%%

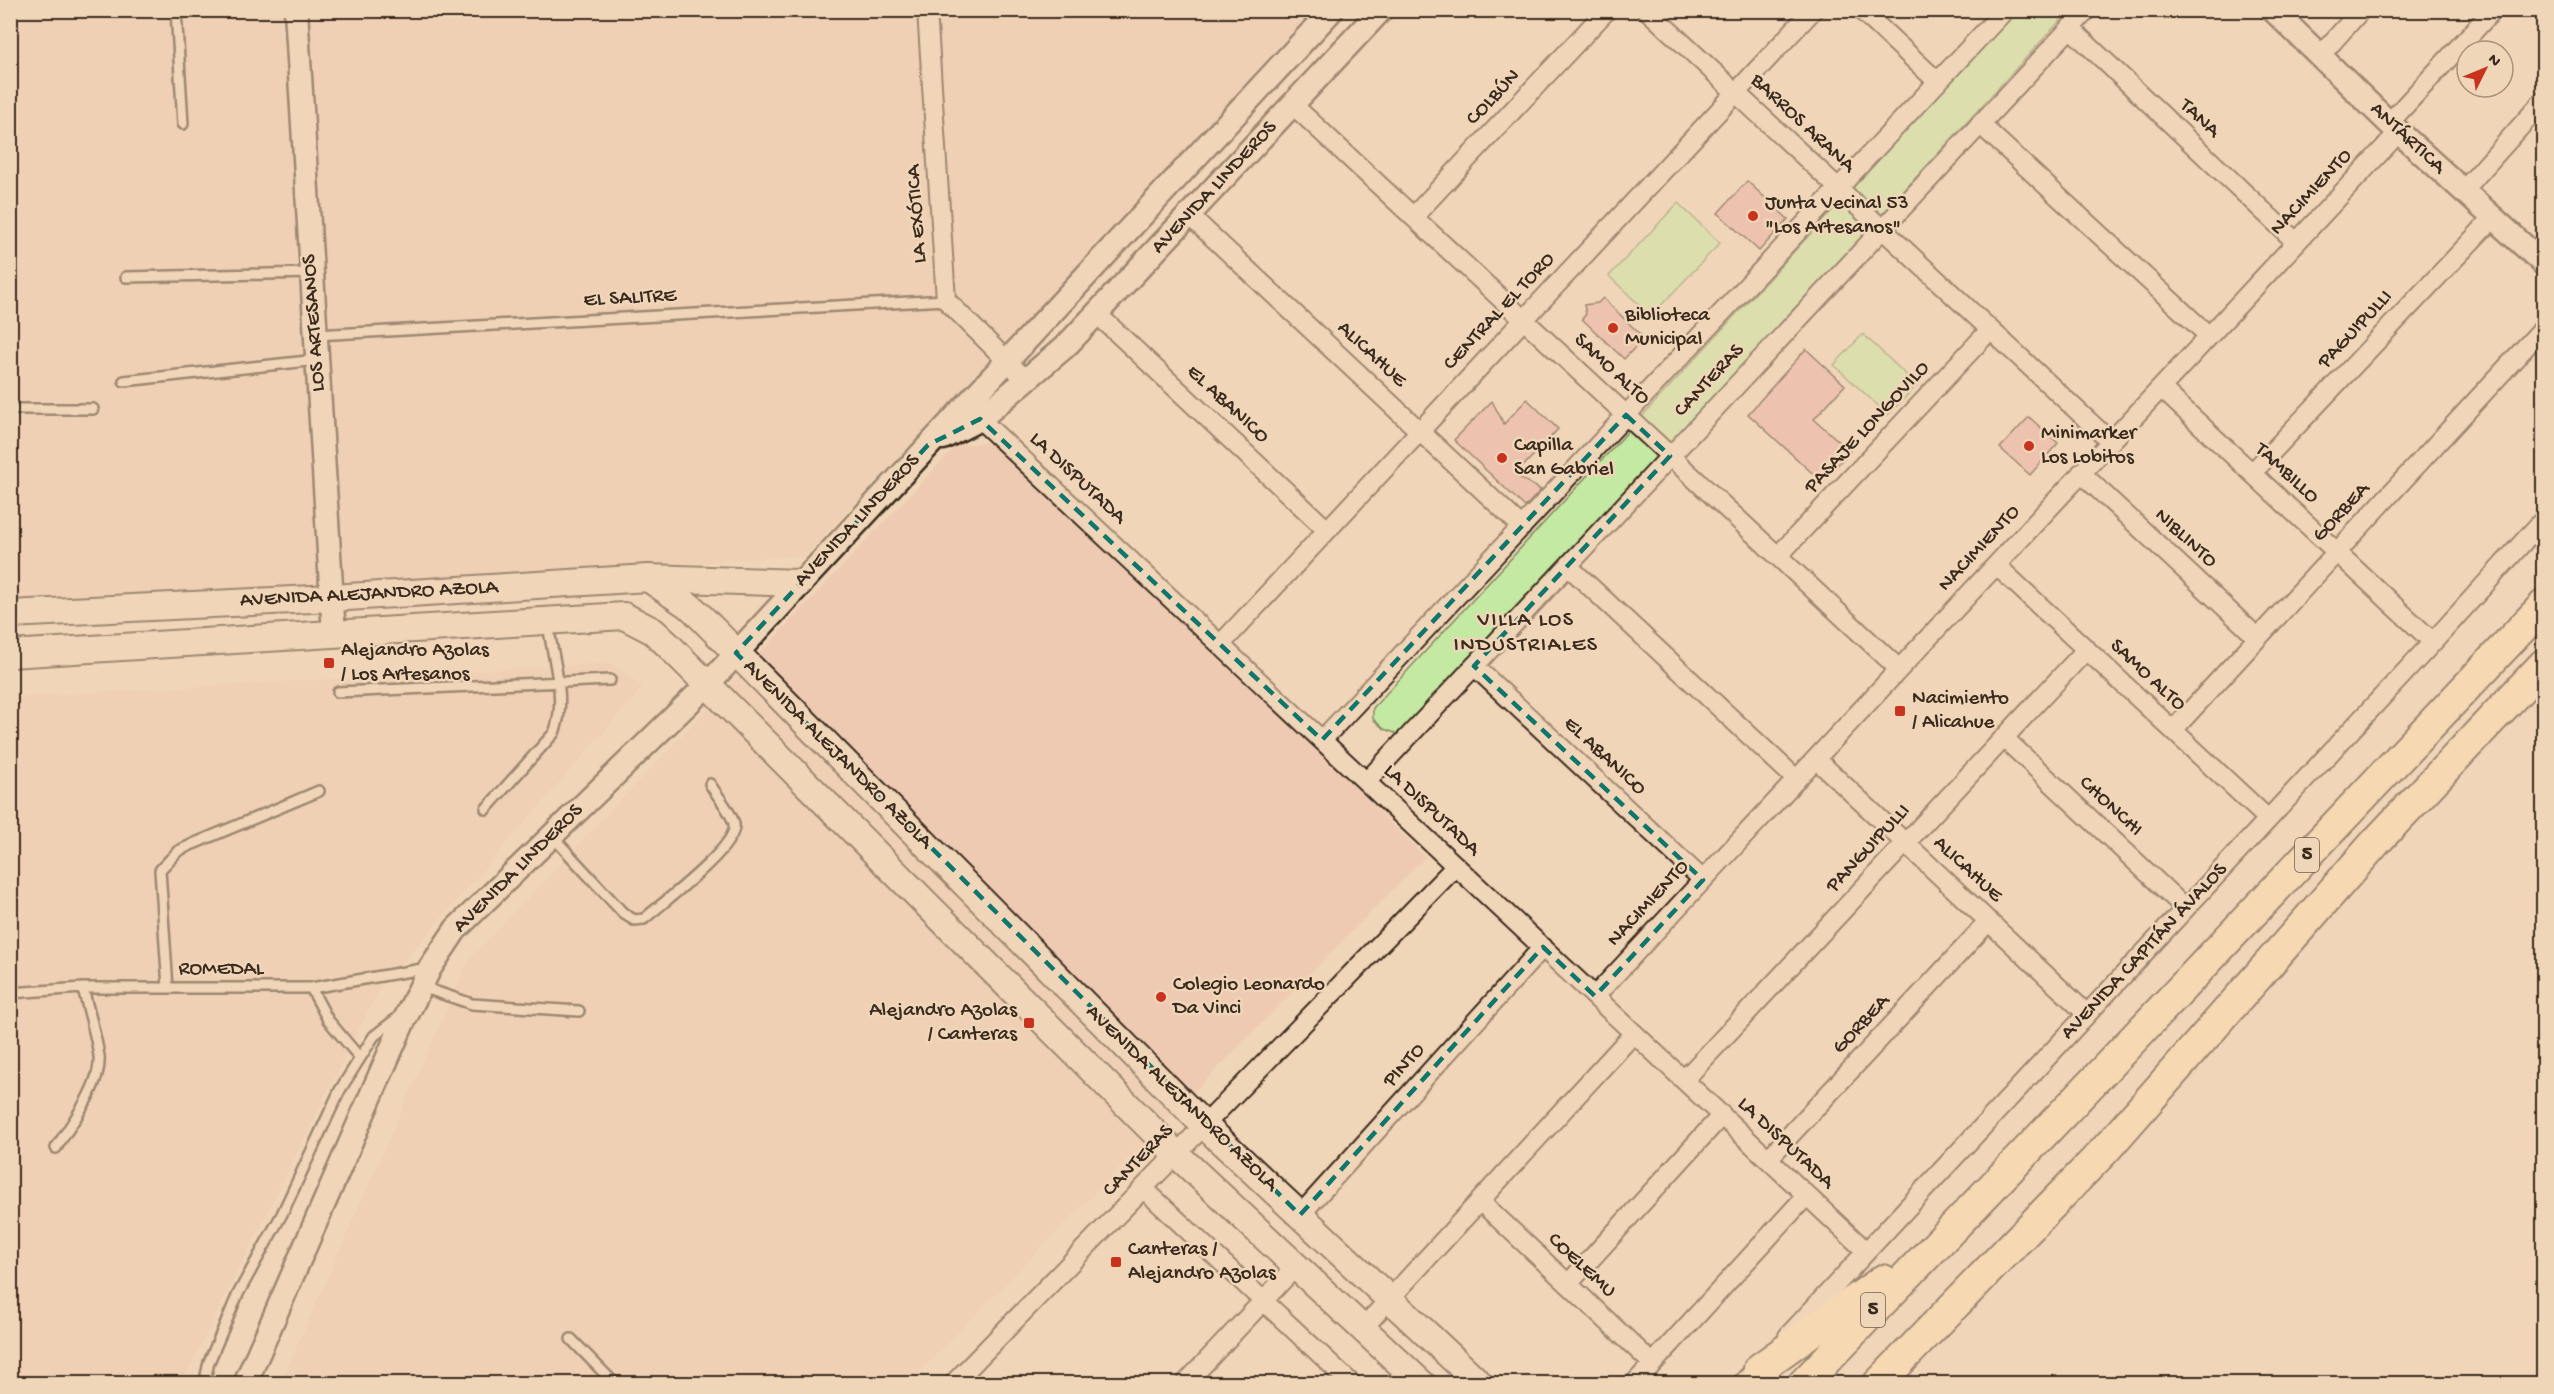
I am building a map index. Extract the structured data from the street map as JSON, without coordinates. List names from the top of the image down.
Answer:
{
  "streets": {
    "highway": ["5"],
    "main road": ["AVENIDA ALEJANDRO AZOLA"],
    "street": [
      "COLBÚN",
      "TANA",
      "BARROS ARANA",
      "ANTÁRTICA",
      "AVENIDA LINDEROS",
      "NACIMIENTO",
      "LA EXÓTICA",
      "CENTRAL EL TORO",
      "LOS ARTESANOS",
      "PAGUIPULLI",
      "ALICAHUE",
      "SAMO ALTO",
      "CANTERAS",
      "EL ABANICO",
      "PASAJE LONGOVILO",
      "TAMBILLO",
      "LA DISPUTADA",
      "GORBEA",
      "NIBLINTO",
      "CHONCHI",
      "PANGUIPULLI",
      "AVENIDA CAPITÁN ÁVALOS",
      "PINTO",
      "COELEMU"
    ],
    "lane": ["EL SALITRE", "ROMEDAL"]
  },
  "crossings": [
    ["COLBÚN", "SAMO ALTO"],
    ["TANA", "NACIMIENTO"],
    ["TANA", "CANTERAS"],
    ["BARROS ARANA", "NACIMIENTO"],
    ["BARROS ARANA", "CENTRAL EL TORO"],
    ["BARROS ARANA", "CANTERAS"],
    ["BARROS ARANA", "PASAJE LONGOVILO"],
    ["ANTÁRTICA", "NACIMIENTO"],
    ["ANTÁRTICA", "PAGUIPULLI"],
    ["AVENIDA LINDEROS", "ALICAHUE"],
    ["AVENIDA LINDEROS", "SAMO ALTO"],
    ["AVENIDA LINDEROS", "EL ABANICO"],
    ["AVENIDA LINDEROS", "LA DISPUTADA"],
    ["AVENIDA LINDEROS", "AVENIDA ALEJANDRO AZOLA"],
    ["AVENIDA LINDEROS", "ROMEDAL"],
    ["NACIMIENTO", "ALICAHUE"],
    ["NACIMIENTO", "SAMO ALTO"],
    ["NACIMIENTO", "EL ABANICO"],
    ["NACIMIENTO", "TAMBILLO"],
    ["NACIMIENTO", "LA DISPUTADA"],
    ["NACIMIENTO", "NIBLINTO"],
    ["LA EXÓTICA", "EL SALITRE"],
    ["EL SALITRE", "LOS ARTESANOS"],
    ["CENTRAL EL TORO", "ALICAHUE"],
    ["CENTRAL EL TORO", "SAMO ALTO"],
    ["CENTRAL EL TORO", "EL ABANICO"],
    ["CENTRAL EL TORO", "LA DISPUTADA"],
    ["LOS ARTESANOS", "AVENIDA ALEJANDRO AZOLA"],
    ["PAGUIPULLI", "TAMBILLO"],
    ["ALICAHUE", "CANTERAS"],
    ["ALICAHUE", "GORBEA"],
    ["ALICAHUE", "PANGUIPULLI"],
    ["ALICAHUE", "AVENIDA CAPITÁN ÁVALOS"],
    ["SAMO ALTO", "CANTERAS"],
    ["SAMO ALTO", "PASAJE LONGOVILO"],
    ["SAMO ALTO", "GORBEA"],
    ["SAMO ALTO", "PANGUIPULLI"],
    ["SAMO ALTO", "AVENIDA CAPITÁN ÁVALOS"],
    ["CANTERAS", "EL ABANICO"],
    ["CANTERAS", "LA DISPUTADA"],
    ["CANTERAS", "AVENIDA ALEJANDRO AZOLA"],
    ["TAMBILLO", "GORBEA"],
    ["TAMBILLO", "AVENIDA CAPITÁN ÁVALOS"],
    ["LA DISPUTADA", "GORBEA"],
    ["LA DISPUTADA", "PANGUIPULLI"],
    ["LA DISPUTADA", "AVENIDA CAPITÁN ÁVALOS"],
    ["LA DISPUTADA", "PINTO"],
    ["GORBEA", "NIBLINTO"],
    ["AVENIDA ALEJANDRO AZOLA", "PINTO"],
    ["CHONCHI", "PANGUIPULLI"],
    ["CHONCHI", "AVENIDA CAPITÁN ÁVALOS"]
  ],
  "districts": ["VILLA LOS INDUSTRIALES"],
  "places": {
    "other": [
      "Junta Vecinal 53 \"Los Artesanos\"",
      "Biblioteca Municipal",
      "Minimarker Los Lobitos",
      "Capilla San Gabriel",
      "Colegio Leonardo Da Vinci"
    ],
    "transit": [
      "Alejandro Azolas / Los Artesanos",
      "Nacimiento / Alicahue",
      "Alejandro Azolas / Canteras",
      "Canteras / Alejandro Azolas"
    ]
  },
  "north": "top right"
}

%%

◆ Task ◆
Bring together each line above where the string "LONGOVILO" turns up.

◆ Solution to the problem ◆
      "PASAJE LONGOVILO",
    ["BARROS ARANA", "PASAJE LONGOVILO"],
    ["SAMO ALTO", "PASAJE LONGOVILO"],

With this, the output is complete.